« Considérons comment il nous faut être en présence de la Divinité et de ses Anges, et quand nous nous tenons debout pour psalmodier, faisons en sorte que notre esprit concorde avec notre voix. »

Translatio

12 décembre 2016

L' Hymne acathiste


L’hymne acathiste est un des plus anciens offices de louange et de supplication à la Vierge Marie. On en ignore et l’origine et l’auteur.

Il fut chanté, semble-t-il, pour la première fois en 626 à Constantinople, pour libérer la ville alors assiégée par les musulmans. La ville fut délivrée de même en 678 et 718.

Il est chanté de nos jours par l’Église byzantine les vendredis de Carême, le "samedi de l'Acathiste" à la cinquième semaine du Grand Carême, quinze jours avant Pâques, et aussi en diverses occasions. On l’emploie volontiers pour satisfaire sa dévotion personnelle.
Le nom d’acathiste signifie que cet hymne est chanté debout, tout au long, sans s’asseoir.
(α- privatif, καθίζειν = s’asseoir).

Ce petit office se compose de 24 unités ou οἶκοι (prononcer : ‘iki’). La moitié de ces οἶκοι, numérotés par les chiffres impairs, consistent en une brève strophe d’introduction suivie de douze invocations commençant par la salutation angélique : χαῖρε, ‘réjouis-toi’. Ces invocations se concluent par l’acclamation :
Χαῖρε, Νύμφη ἀνύμφευτε - Réjouis-toi, Épouse inépousée !
Les οἶκοι de numéro pair qui alternent avec les précédentes, consistent dans une simple strophe conclue par l’exclamation de louange « Alléluia ! ».

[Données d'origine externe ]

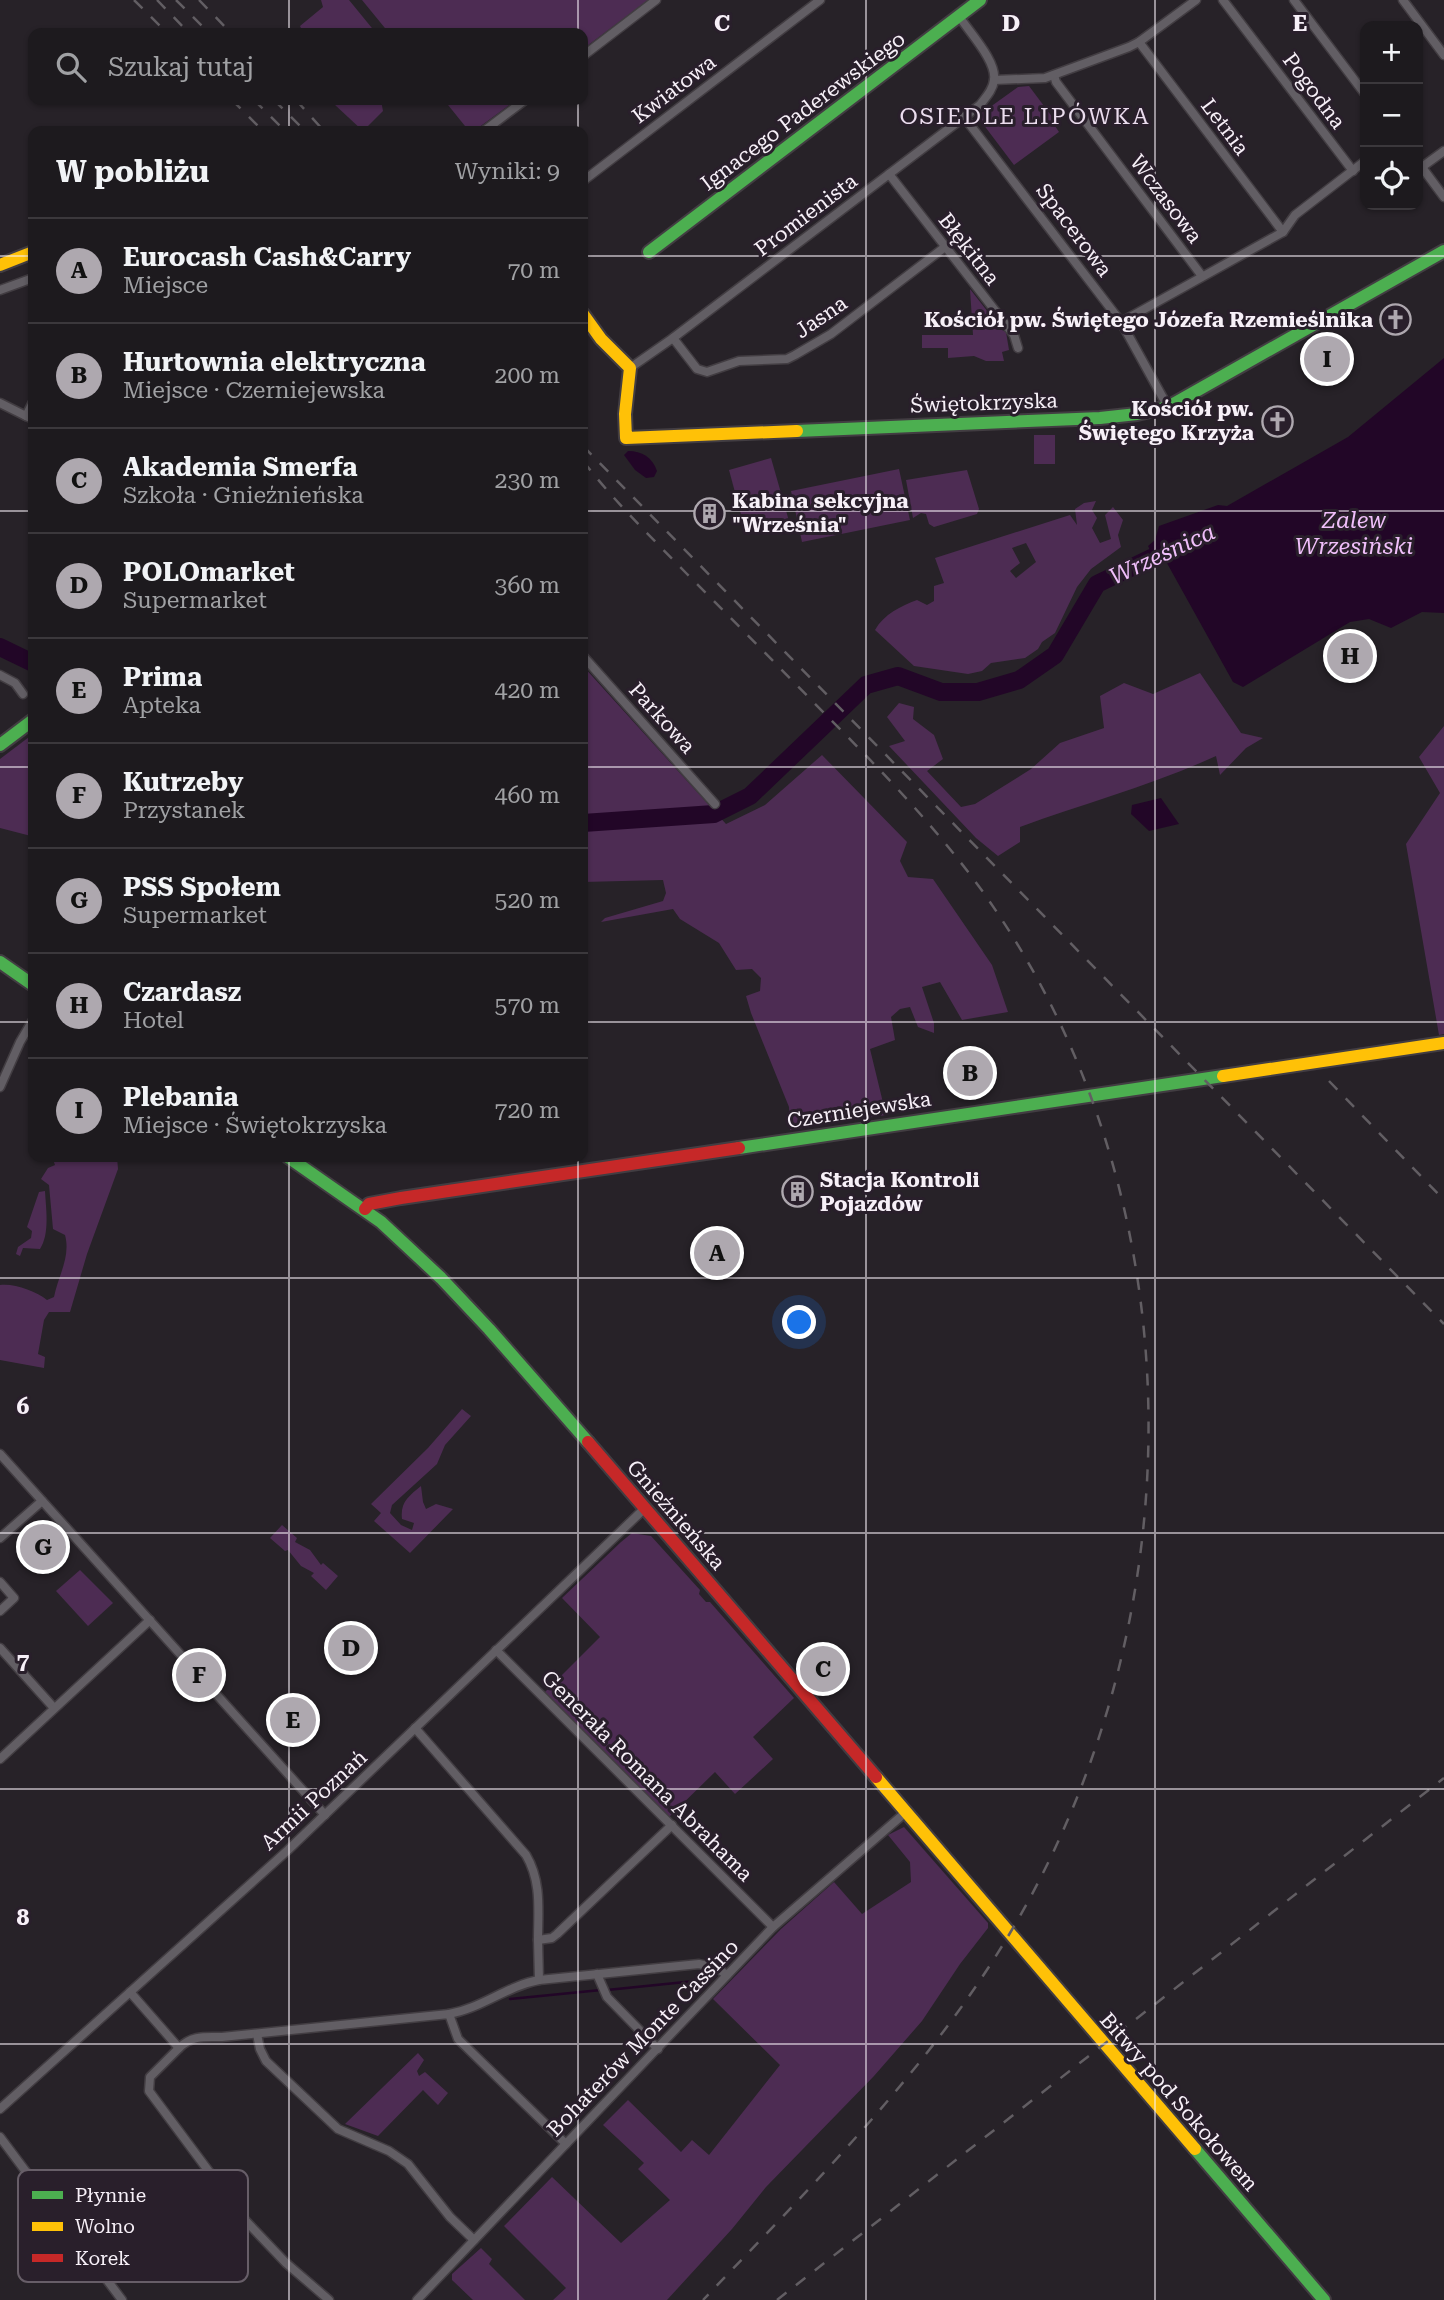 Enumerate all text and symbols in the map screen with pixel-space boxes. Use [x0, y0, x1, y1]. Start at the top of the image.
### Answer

La série de ces οἶκοι est acrostiche, selon l’alphabet grec. Les douze premiers ont trait aux mystères de la Conception et de l’enfance du Christ, les douze suivants concernent le mystère de l’Incarnation Rédemptrice et de la Maternité virginale de Notre-Dame.
Le texte de cette hymne est très riche théologiquement et pourrait faire l’objet d’un commentaire détaillé. Les litanies de Lorette en usage en Occident en sont comme le résumé. Cette unité de doctrine et de prière fait de l’acathiste une dévotion semblable au rosaire.

Voici un extrait de cette admirable prière :
Réjouis-toi, échelle du ciel par qui Dieu descendit, réjouis-toi, viaduc conduisant de la terre vers le ciel.
Réjouis-toi, inépuisable admiration des Anges, réjouis-toi, défaite éclatante des démons.
Réjouis-toi, qui as engendré ineffablement la lumière, réjouis-toi, qui n’en dis à personne le `comment´.
Réjouis-toi, qui surpasses la connaissance des savants, réjouis-toi, qui illumine l’intelligence des fidèles.
Réjouis-toi, Épouse inépousée !

La salutation adressée à la Vierge est χαῖρε, ‘réjouis-toi’. C’est la parole même de l’Ange que cite l’évangile de saint Luc dans le texte grec. La Galilée était une contrée bilingue où l’on parlait grec couramment. Il est bien probable que l’Ange ait salué Marie par cette formule grecque de salutation et non par la formule hébraïque qui souhaite la paix - shalom, sinon l’évangéliste l’aurait traduite ainsi comme en d’autres cas [1]. L’acclamation ‘réjouis-toi’ est donc bien conforme à l’Évangile.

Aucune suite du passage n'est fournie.